A layer is a function that takes as input one or more tensors and that outputs one or more tensors.

Some layers are stateless, but more frequently layers have a state: the layer’s weights, one or several tensors learned with stochastic gradient descent.

Examples of stateless layers:
 * Dropout: regularization to reducing overfitting in models
 * Merge layers: concatenate, sum, mean, min, max etc.

Examples of stateful layers:
 * Dense layers
 * Recurrent layers
 * Convolution layers

Different layers are appropriate for different types of data processing:

 * Vector data, stored in 2D tensors of shape (batch_size, features), is usually processed by dense layers
 * Sequence data, stored in 3D tensors of shape (batch_size, timesteps, features), is usually processed by recurrent layers
 * Image data, stored in 4D tensors of shape (batch_size, height, width, colors), is usually processed by convolution layers

You can think of layers as LEGO bricks.

Models are built by clipping together compatible layers to form useful data-transformation pipelines.

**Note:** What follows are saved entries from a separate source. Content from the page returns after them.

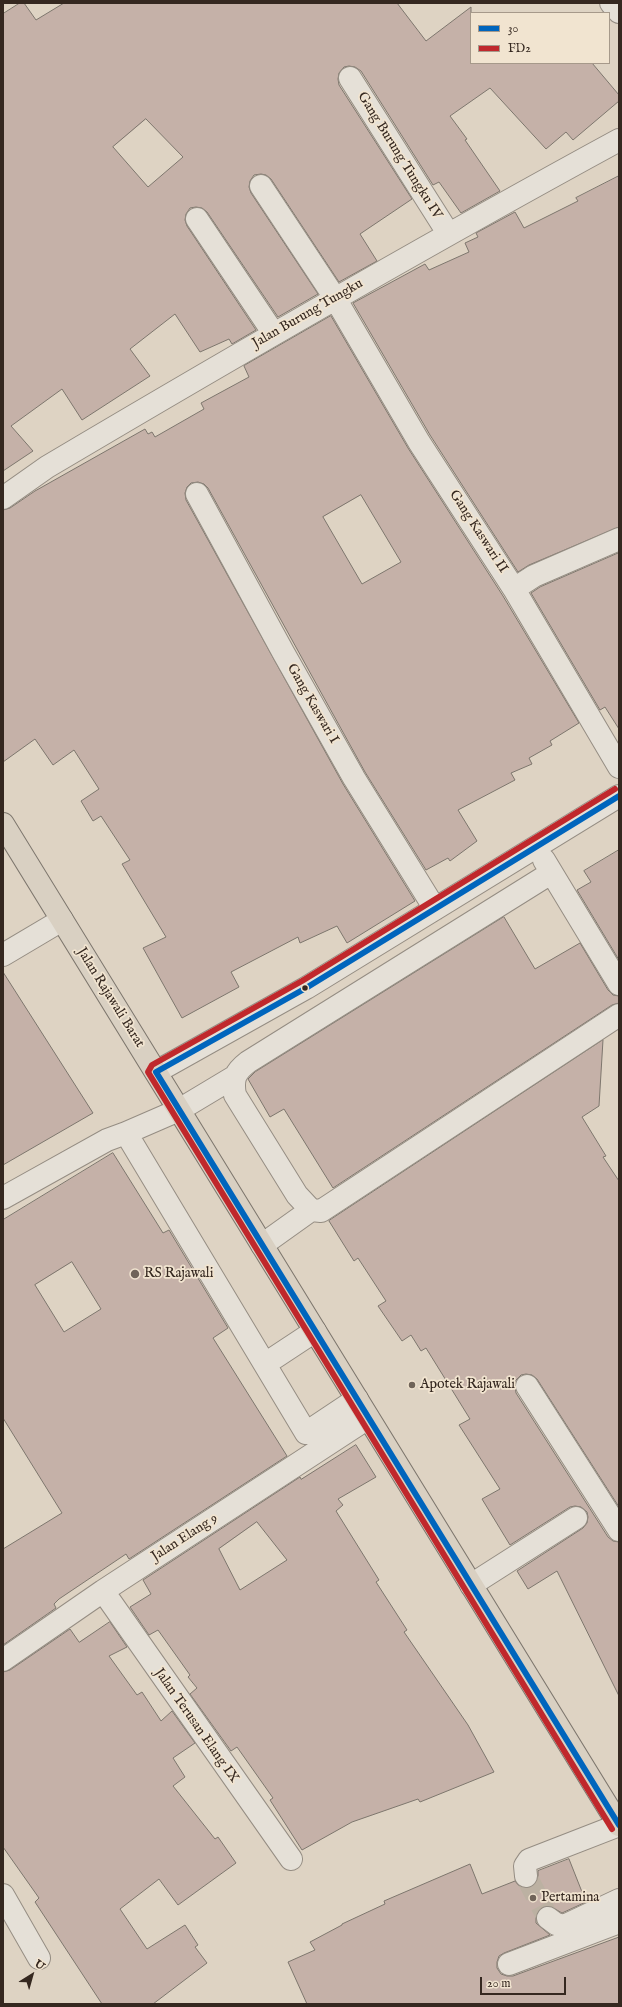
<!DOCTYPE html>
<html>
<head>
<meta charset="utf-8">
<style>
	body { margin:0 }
	#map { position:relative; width:622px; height:2007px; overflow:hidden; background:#ded3c3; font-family:"IM FELL English",serif }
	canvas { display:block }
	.frame { position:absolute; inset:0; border:4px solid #352820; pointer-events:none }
	.legend { position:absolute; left:470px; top:12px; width:140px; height:52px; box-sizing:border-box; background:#f1e4d0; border:1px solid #a6998a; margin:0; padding:5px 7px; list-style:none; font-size:12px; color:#352820 }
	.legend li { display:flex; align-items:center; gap:8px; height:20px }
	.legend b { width:20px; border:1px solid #a6998a }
	.north { position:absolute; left:12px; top:1955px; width:40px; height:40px; -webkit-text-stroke:3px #f1e4d0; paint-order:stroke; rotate:37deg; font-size:11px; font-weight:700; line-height:16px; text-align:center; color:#352820 }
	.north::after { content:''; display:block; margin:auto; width:14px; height:18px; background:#352820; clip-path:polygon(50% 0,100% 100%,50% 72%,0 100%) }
	.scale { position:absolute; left:480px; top:1977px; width:86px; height:18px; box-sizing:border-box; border:2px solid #352820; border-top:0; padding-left:5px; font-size:12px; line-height:14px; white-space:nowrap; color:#352820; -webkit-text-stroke:3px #f1e4d0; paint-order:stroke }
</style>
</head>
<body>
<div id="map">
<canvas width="622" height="2007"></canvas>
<div class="frame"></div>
<ul class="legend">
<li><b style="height:5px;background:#0065bd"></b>30</li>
<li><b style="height:5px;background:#c0282c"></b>FD2</li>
</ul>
<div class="north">U</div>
<div class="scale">20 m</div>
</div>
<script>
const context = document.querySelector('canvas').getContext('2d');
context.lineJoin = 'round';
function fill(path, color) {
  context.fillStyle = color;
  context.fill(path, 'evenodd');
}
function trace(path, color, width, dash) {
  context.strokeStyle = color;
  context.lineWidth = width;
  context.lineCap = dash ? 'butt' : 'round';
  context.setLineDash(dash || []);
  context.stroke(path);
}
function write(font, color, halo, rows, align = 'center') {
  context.font = font + ' "IM FELL English",serif';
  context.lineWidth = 3.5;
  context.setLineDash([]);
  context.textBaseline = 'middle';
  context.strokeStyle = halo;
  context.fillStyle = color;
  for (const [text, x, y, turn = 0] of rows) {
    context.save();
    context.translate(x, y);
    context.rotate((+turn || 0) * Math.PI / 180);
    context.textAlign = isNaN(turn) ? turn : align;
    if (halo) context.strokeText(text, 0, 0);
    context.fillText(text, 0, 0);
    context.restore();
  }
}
const building = new Path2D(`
	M20 3H24L36 20 64 3H397L426 41 471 7V63H592L619 95V101L573 140 566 132 546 149 490 88 450 116 467 139 465 140 500 191 461 213 439 182 433 185 361 71 355 67 349 66 344 67 339 73 338 79 339 85 412 199 360 234 377 261 339 282 271 179 266 175 261 174 254 175 250 181 249 187 251 193 318 294 278 317 207 212 202 208 196 207 190 208 186 214 185 220 187 226 256 330 232 344 229 339 200 352 175 314 130 349 150 376 82 420 62 389 11 426 33 451 3 471V14ZM146 119 183 157 148 187 113 147Z
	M619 176V527L529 565 518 572 430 435 353 303 425 264 429 270 469 252 465 243 478 237 476 233 515 212 524 228 578 201 576 198Z
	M331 316 408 448 503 596 579 723 550 741 552 745 529 758 532 764 511 773 515 780 458 810 477 841 450 861 448 858 426 870 365 772 208 488 204 484 198 482 191 483 187 487 185 493 186 500 343 784 415 901 347 943 337 926 300 943 298 937 231 972 239 987 182 1018 143 948 166 937 122 864 130 860 101 816 93 821 81 801 99 789 74 750 53 765 35 739 3 762V510L10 508 35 491 145 429 148 434 152 432 155 437 204 409 201 403 249 377 244 366ZM361 495 401 562 362 584 323 517Z
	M619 553V729L605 707 600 710 531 593 540 587Z
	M619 850V960L577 890 591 882 584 871Z
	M504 917 535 969 580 943 608 990 613 995 619 996V1003L612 1005 333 1188 284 1109 270 1117 248 1079 255 1072Z
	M3 972 93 1113 3 1165Z
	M603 1040 599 1106 582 1117 606 1156 603 1157 619 1181V1507L537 1379 532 1375 526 1374 521 1375 516 1380 515 1386 516 1393 608 1537 613 1541 619 1542V1696L557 1571 528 1589 517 1571 583 1528 587 1523 588 1517 587 1512 581 1507 575 1506 570 1507 510 1545 482 1499 500 1489 459 1425 470 1419 426 1348 421 1351 411 1335 402 1341 378 1306 386 1301 358 1258 354 1261 329 1221Z
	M113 1153 163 1233 169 1230 228 1328 213 1338 287 1456 129 1559 126 1554 59 1599 54 1604 56 1608 3 1645V1549L62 1513 3 1418V1220ZM72 1262 101 1309 64 1332 35 1285Z
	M356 1445 376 1477 338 1499 343 1505 336 1511 379 1580 376 1582 407 1630 404 1632 468 1725 494 1772 420 1802 418 1799 352 1822 302 1850 270 1800 273 1798 237 1747 231 1751 190 1694 197 1688 188 1677 190 1675 158 1630 149 1635 130 1607 151 1594 143 1580 300 1477 301 1479ZM257 1522 287 1560 240 1590 219 1549Z
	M110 1622 127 1647 109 1656 137 1695 142 1692 161 1721 172 1711 195 1743 173 1758 185 1777 173 1786 215 1839 218 1837 236 1863 178 1905 159 1879 120 1909 147 1949 185 1925 198 1945 195 1947 207 1963 153 2004H102L35 1902 39 1898 3 1847V1672L10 1670 70 1629 79 1642Z
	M569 1859 586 1902 562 1913 550 1906 543 1907 538 1911 536 1917V1923L550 1935 504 1953 499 1956 497 1962V1968L501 1974 507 1976H513L619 1937V2004H307L288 1962 315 1950 310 1942 342 1925V1924L385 1904 384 1901 470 1864 482 1894 515 1881 521 1888H527L533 1886 538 1881V1871Z`);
const minorTunnel = new Path2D(`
	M526 1876 548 1918`);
const minor = new Path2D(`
	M611 3 619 12
	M350 78 448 233
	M261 186 335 298 419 442 514 589 619 767
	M197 219 274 334
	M197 494 283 652 354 778 435 909
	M3 498 47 467C236 355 426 245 619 140
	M514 589 534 576 619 539
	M544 860 619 984
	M551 873 248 1062C235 1072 232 1079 235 1095L297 1195 311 1210 321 1211 619 1015
	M3 955 62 920
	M156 1072 306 988 619 796
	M126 1133 179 1110 234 1077
	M3 1198 107 1140 126 1133 306 1433 357 1399
	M262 1245 311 1210
	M265 1364 315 1331
	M527 1386 619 1530
	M471 1585 576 1518
	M103 1591 291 1859
	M3 1660 103 1591 368 1418
	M526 1876 525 1866 529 1860 619 1825
	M3 1895 39 1958
	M548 1918 556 1924 564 1926 619 1900
	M509 1964 619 1922`);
const highway = new Path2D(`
	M3 824 619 1825`);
const bus1 = new Path2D(`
	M619 796 306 988 156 1072 619 1825`);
const bus2 = new Path2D(`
	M612 1829 148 1072 152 1065 302 981 615 789`);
const markers = [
	[305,988,3.5,"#352820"],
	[135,1274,5,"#706459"],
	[412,1385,4,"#706459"],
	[533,1898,4,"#706459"]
];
const streetNames = [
	["Gang Burung Tungku IV",399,156,58],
	["Jalan Burung Tungku",308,314,-30],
	["Gang Kaswari II",478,532,57],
	["Gang Kaswari I",312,704,60],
	["Jalan Rajawali Barat",110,998,58],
	["Jalan Elang 9",185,1538,-33],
	["Jalan Terusan Elang IX",196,1726,55]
];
const poiNames = [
	["RS Rajawali",144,1274],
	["Apotek Rajawali",420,1385],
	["Pertamina",541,1898]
];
fill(building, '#c5b1a8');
trace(building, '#7d766d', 1);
trace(minorTunnel, '#bcb1a2', 22, [22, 11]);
trace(minor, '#958d83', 24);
trace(highway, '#7d766d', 24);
trace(minor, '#e5e0d7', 22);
trace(highway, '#d9d0c2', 22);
trace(bus1, '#0065bd', 6);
trace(bus2, '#c0282c', 6);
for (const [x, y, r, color] of markers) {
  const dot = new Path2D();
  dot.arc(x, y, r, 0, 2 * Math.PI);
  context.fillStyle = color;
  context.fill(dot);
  trace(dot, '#f1e4d0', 1.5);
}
write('14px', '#352820', '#f1e4d0', streetNames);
write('14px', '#352820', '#f1e4d0', poiNames, 'left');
</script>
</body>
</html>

The notion of layer compatibility here refers specifically to the fact that every layer will only accept input tensors of a certain shape and will return output tensors of a certain shape

A model is a directed, acyclic graph of layers. The most common instance is a linear stack of layers, mapping a single input to a single output. More complex models will have multiple inputs/outputs or short-cut connections.

For each problem class usually exist one or more standard model architectures. It is always a good idea to start with one of this models.

In general picking the right model architecture is more an art than a science.